We fin towards a shallow sand ridge, fighting against an unusually stiff current that’s sweeping through one of the lagoons surrounding Viti Levu, Fiji’s main island. Leroy Aitcheson, my dive instructor, snags a piece of bamboo that’s passing with the current and jams it into the sand, indicating I should use it to help keep me in place during our safety stop.

As my body fans out behind the bamboo like a flag, I can’t stop grinning, partially flooding my mask, but I don’t care. I’m elated. I’ve just completed the final skills of my PADI Open Water Diver course. Even better, I’ve completed them calmly, with confidence. I can’t be sure who is prouder of my achievement: me or Leroy.

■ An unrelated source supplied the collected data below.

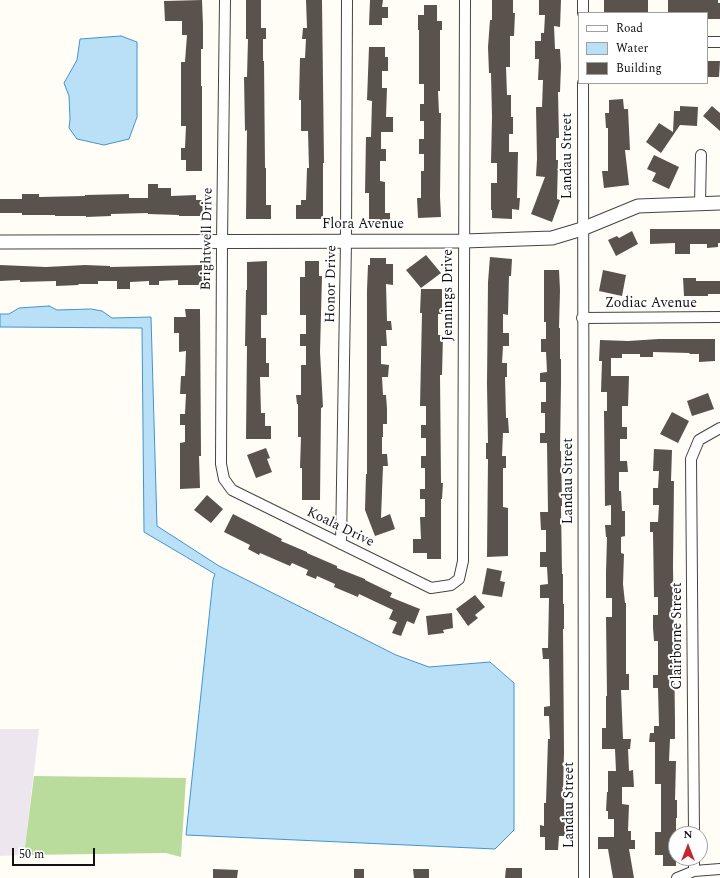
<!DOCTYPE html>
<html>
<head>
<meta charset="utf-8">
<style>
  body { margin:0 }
  #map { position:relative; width:720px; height:878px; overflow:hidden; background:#fffdf5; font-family:Spectral,serif }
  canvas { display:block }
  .legend { position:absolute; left:578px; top:12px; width:130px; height:72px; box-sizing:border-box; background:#fff; border:1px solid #a0a0a0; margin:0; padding:5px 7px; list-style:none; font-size:12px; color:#111 }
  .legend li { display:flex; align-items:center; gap:8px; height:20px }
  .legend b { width:20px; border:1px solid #a0a0a0 }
  .north { position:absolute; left:668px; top:826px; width:40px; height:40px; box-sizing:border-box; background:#fff; border:1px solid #a0a0a0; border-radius:50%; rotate:0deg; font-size:11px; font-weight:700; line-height:16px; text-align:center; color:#111 }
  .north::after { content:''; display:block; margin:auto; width:14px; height:18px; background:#c4262e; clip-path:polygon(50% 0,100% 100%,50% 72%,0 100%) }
  .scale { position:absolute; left:12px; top:848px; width:83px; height:18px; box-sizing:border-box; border:2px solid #111; border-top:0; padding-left:5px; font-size:12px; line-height:14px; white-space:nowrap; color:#111; -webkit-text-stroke:3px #fff; paint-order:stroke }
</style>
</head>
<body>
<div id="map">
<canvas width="720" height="878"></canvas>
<ul class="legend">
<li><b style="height:5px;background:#fff"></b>Road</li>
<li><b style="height:11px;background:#b9e0f7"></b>Water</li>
<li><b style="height:11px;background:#5a524d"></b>Building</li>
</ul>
<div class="north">N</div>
<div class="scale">50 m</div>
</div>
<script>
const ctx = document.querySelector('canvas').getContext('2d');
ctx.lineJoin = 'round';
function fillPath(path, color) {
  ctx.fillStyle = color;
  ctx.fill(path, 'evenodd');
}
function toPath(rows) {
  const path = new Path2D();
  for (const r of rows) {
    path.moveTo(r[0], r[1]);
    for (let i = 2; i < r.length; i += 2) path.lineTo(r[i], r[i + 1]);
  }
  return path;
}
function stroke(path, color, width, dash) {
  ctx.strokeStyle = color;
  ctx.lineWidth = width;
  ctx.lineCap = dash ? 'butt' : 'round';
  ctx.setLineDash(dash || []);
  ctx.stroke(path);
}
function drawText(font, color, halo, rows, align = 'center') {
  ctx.font = font + ' Spectral,serif';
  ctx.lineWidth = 4;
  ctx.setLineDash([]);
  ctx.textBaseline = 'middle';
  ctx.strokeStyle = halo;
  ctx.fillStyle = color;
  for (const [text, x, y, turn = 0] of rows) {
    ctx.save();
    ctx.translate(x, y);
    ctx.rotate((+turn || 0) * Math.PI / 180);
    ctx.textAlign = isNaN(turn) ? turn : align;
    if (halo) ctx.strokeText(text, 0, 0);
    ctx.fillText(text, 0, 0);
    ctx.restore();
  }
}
fillPath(toPath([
  [0,729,39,729,24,855,0,856]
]), '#eee6ef');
fillPath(toPath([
  [34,776,186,778,181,857,166,853,24,855]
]), '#b9dc9c');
const water = toPath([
  [121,36,137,42,137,117,129,139,104,145,77,139,69,128,70,119,69,96,64,83,77,60,80,39,121,36],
  [49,306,57,310,91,309,102,311,112,318,151,317,157,526,219,566,396,655,429,667,490,662,514,683,514,830,495,849,186,835,213,580,215,574,144,532,142,328,0,327,0,314,9,314,19,308,49,306]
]);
fillPath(water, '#b9e0f7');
stroke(water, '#3f96cf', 1);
fillPath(toPath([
  [202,0,203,25,203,49,201,49,201,86,202,86,202,171,186,171,186,160,181,160,181,148,185,148,186,126,181,126,181,62,185,62,187,35,182,35,182,21,165,21,164,1],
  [246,0,261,0,261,28,266,28,266,39,263,39,263,61,264,61,265,168,266,168,266,205,271,205,271,219,246,219,247,130,245,131,244,77,247,77,248,39,246,39],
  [306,0,322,0,324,163,323,163,323,219,296,219,296,205,301,205,301,200,306,200,307,168,309,168,308,131,301,131,301,100,299,100,300,58,305,58,306,39,302,39,303,28,307,28],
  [370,0,383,0,382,7,388,7,388,18,382,18,382,25,369,25],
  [492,0,513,0,513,13,515,13,514,36,510,36,510,67,506,67,507,95,511,95,511,117,513,117,513,134,509,134,509,152,518,152,517,198,520,198,519,210,512,209,512,219,492,218,492,210,491,210,491,183,497,183,497,163,491,163,492,117,491,73,489,73,488,47,490,20,492,20],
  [539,0,561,0,560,27,554,26,555,49,560,49,561,66,560,92,558,92,559,138,556,138,556,160,558,160,557,199,560,200,552,222,531,214,545,177,536,176,537,159,536,107,542,107,543,80,538,80,539,59,535,59,535,41,541,41,541,33,544,33,545,15,539,15],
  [604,0,648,0,648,13,604,13],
  [668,0,718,0,718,3,720,3,720,19,707,19,707,13,703,13,703,12,668,13],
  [424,5,437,5,437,21,442,21,442,30,440,30,440,91,438,91,439,113,441,113,440,197,441,217,418,218,417,198,421,198,421,171,424,171,424,154,419,154,419,139,424,139,424,121,420,121,420,104,424,104,424,84,419,84,419,30,418,30,418,15,424,15],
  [369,47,385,47,385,57,388,57,388,71,382,71,382,88,387,88,386,117,393,117,393,132,381,132,381,149,386,149,386,161,380,161,380,181,385,182,385,213,390,213,390,221,369,221,369,193,365,193,366,137,371,137,372,101,367,100],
  [707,61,720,61,719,77,707,77],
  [623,99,624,109,628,109,630,150,625,150,629,185,604,188,602,171,608,171,608,128,606,128,605,113,609,113,609,100],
  [680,106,698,107,697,126,680,125,661,153,646,142,659,123,673,132,674,111,680,111],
  [712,106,720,113,720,131,703,116],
  [654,155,679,167,669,189,652,181,656,173,647,169],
  [148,184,158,184,158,188,171,188,171,196,196,195,196,200,202,200,203,216,179,216,179,215,148,214,148,213,111,214,111,216,86,217,86,216,55,216,55,215,22,215,22,213,0,213,0,199,22,199,22,194,39,194,39,197,85,196,85,195,129,194,129,198,148,198],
  [650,229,720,229,720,243,718,243,718,247,707,248,707,244,690,244,690,254,675,254,675,243,650,244],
  [632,231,638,244,616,256,608,240,617,236,619,238],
  [426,255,441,273,421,288,406,270],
  [490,257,512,259,511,276,509,276,508,315,503,314,503,333,509,333,509,346,503,346,502,363,507,363,507,377,505,377,506,418,508,418,509,433,503,433,502,456,506,456,506,468,503,468,503,507,508,508,508,556,487,557,488,459,486,459,486,443,488,443,487,384,488,282],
  [370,258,386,258,386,264,393,264,393,285,386,284,387,321,391,321,392,330,386,330,387,346,381,346,381,364,389,365,388,377,382,377,383,395,386,395,387,409,387,424,383,424,383,437,382,437,382,454,387,454,388,466,383,466,381,518,390,514,395,529,375,536,365,510,366,474,367,474,367,290,368,265,370,265],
  [267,261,267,315,261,315,261,338,266,338,266,363,269,363,269,377,260,377,261,413,265,413,265,426,271,426,271,439,246,439,247,346,245,346,246,290,247,290,247,262],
  [305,261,319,261,319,276,322,276,320,352,323,407,321,408,320,500,302,500,302,468,300,468,301,437,298,437,298,404,297,404,296,395,301,395,301,365,306,365,306,346,300,346,300,334,306,334,306,315,300,315,300,277,305,277],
  [0,265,46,267,85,265,110,266,110,267,202,265,202,285,178,285,178,280,159,281,159,285,149,285,149,281,130,282,130,289,117,289,117,281,98,281,98,284,78,284,79,285,56,286,56,281,20,282,20,280,0,281],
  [544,270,559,270,560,290,559,328,560,328,560,359,561,359,561,382,560,451,561,451,562,506,561,506,562,574,563,574,563,604,564,604,564,629,563,629,564,752,563,791,564,791,565,826,565,836,559,836,558,850,545,850,545,837,540,837,540,825,544,826,544,803,546,803,548,739,550,739,549,716,544,716,544,707,550,706,549,659,543,659,542,648,548,648,549,598,540,598,540,585,548,584,547,567,540,567,540,552,546,552,546,530,541,530,540,512,548,512,547,443,540,443,540,433,545,433,545,413,541,413,541,402,546,402,546,382,540,382,540,373,547,372,546,352,541,352,541,339,546,339,546,322,544,322],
  [603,270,626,275,622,296,599,291],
  [683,278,696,278,696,281,720,281,720,294,708,294,708,296,684,296],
  [421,289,442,289,442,314,438,314,438,335,443,335,442,375,440,375,441,483,443,483,442,499,441,499,441,559,427,559,427,553,413,553,413,539,421,539,420,517,425,517,425,499,420,499,420,489,425,489,425,468,421,468,421,456,426,456,426,438,421,438,421,425,426,425,426,406,420,406,422,313,420,313],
  [185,309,200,309,201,456,199,456,200,488,180,489,180,443,185,442,185,425,180,425,180,414,185,414,186,394,180,394,181,376,185,376,186,351,179,352,179,333,174,333,174,317,186,317],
  [659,339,715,339,715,361,699,362,699,354,690,354,689,353,653,352,653,357,640,357,640,354,622,354,622,358,611,358,611,376,629,376,628,406,622,406,622,427,627,427,627,439,620,439,620,461,627,461,628,472,619,472,619,491,621,491,622,511,625,511,625,536,621,537,621,553,624,554,623,584,625,603,626,603,626,674,629,674,629,690,621,690,623,739,631,739,630,749,628,749,629,771,633,770,634,787,622,787,622,804,629,805,628,831,631,831,631,840,635,840,635,849,629,849,634,878,613,878,608,849,598,849,598,837,614,837,614,819,608,819,608,811,606,811,607,792,608,792,608,771,616,771,615,749,602,749,602,728,606,728,606,696,607,696,606,617,612,617,612,598,606,598,606,573,607,537,606,537,605,525,611,525,611,505,605,506,604,411,607,411,607,392,601,392,602,361,599,361,600,340,628,341],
  [708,393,714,409,692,416,687,401],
  [672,412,689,421,678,443,660,434],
  [266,448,270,458,267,459,272,472,256,478,247,455],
  [654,449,672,450,671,481,674,481,673,566,675,722,675,739,670,739,669,761,676,761,675,800,677,800,677,818,676,818,676,866,663,866,663,855,655,855,655,832,661,832,661,784,655,784,655,742,649,742,650,733,654,733,654,726,659,726,658,688,653,688,653,675,658,675,658,641,654,641,653,628,653,615,658,615,658,597,654,597,653,532,650,532,650,522,658,522,659,505,653,505,653,488,658,488,659,471,653,471],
  [207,495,223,509,211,523,194,510],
  [233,514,282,539,281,541,307,552,307,553,337,566,337,568,365,579,365,580,392,593,390,597,420,609,414,624,407,621,401,636,392,633,397,622,389,619,393,610,359,594,358,597,334,587,335,584,317,576,316,579,306,575,308,570,292,563,290,566,260,553,259,555,248,549,250,545,224,532],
  [487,568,502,571,500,581,505,582,502,597,482,594],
  [475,595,485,607,475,615,478,618,468,626,456,609],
  [452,613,453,628,443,630,444,633,428,635,426,616],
  [506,868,522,868,522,878,505,878],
  [213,869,238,870,237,878,213,878],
  [354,869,364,869,364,878,354,878],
  [413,869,429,869,429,878,414,878]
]), '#5a524d');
const minor = toPath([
  [225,0,222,242,221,464,224,479,232,490,431,588,451,585,459,579,463,561,465,0],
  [583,13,583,0],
  [707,42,720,42],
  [583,83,584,878],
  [700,203,701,155],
  [582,318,720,317],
  [341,544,346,241,347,0],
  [694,834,691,459,699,440,720,428],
  [694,858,694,871],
  [677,878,694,871,720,869]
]);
const tertiary = toPath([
  [0,242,464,241,552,238,582,229,638,206,720,203]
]);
stroke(minor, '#444', 12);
stroke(tertiary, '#444', 15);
stroke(minor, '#fff', 10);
stroke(tertiary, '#fff', 13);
drawText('14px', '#111', '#fff', [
  ["Landau Street",568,156,-90],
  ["Flora Avenue",363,225],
  ["Brightwell Drive",208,239,-89],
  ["Honor Drive",332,284,-89],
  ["Jennings Drive",449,295,-90],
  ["Zodiac Avenue",651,304],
  ["Landau Street",569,481,-90],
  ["Koala Drive",340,528,26],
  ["Clairborne Street",678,636,-90],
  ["Landau Street",570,805,-90]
]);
</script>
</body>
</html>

This was my third attempt learning to dive. On my first go-round, I couldn’t get past the mask-clearing – a hurdle many divers have wrestled with. I pulled out of that Open Water course and spent the next few weeks swimming laps in the community pool with a snorkel and half-flooded mask, familiarizing myself with the sensation.

On my second go-round, a few months later, I sailed confidently through my pool skills, removing my mask with an underwater grin. I felt ready for the open water, which was going to be held in a freshwater, high-altitude lake in the middle of New Zealand’s winter.

Conditions were less than ideal and the outcome was predictable: I faced more ‘issues’ than I could cope with and opted out of the rest of the course.

A few weeks later, determined to knock my budding fear on its head, I joined another Open Water group back in the same lake. The conditions were better, but I was nervous the entire dive and battled with my buoyancy.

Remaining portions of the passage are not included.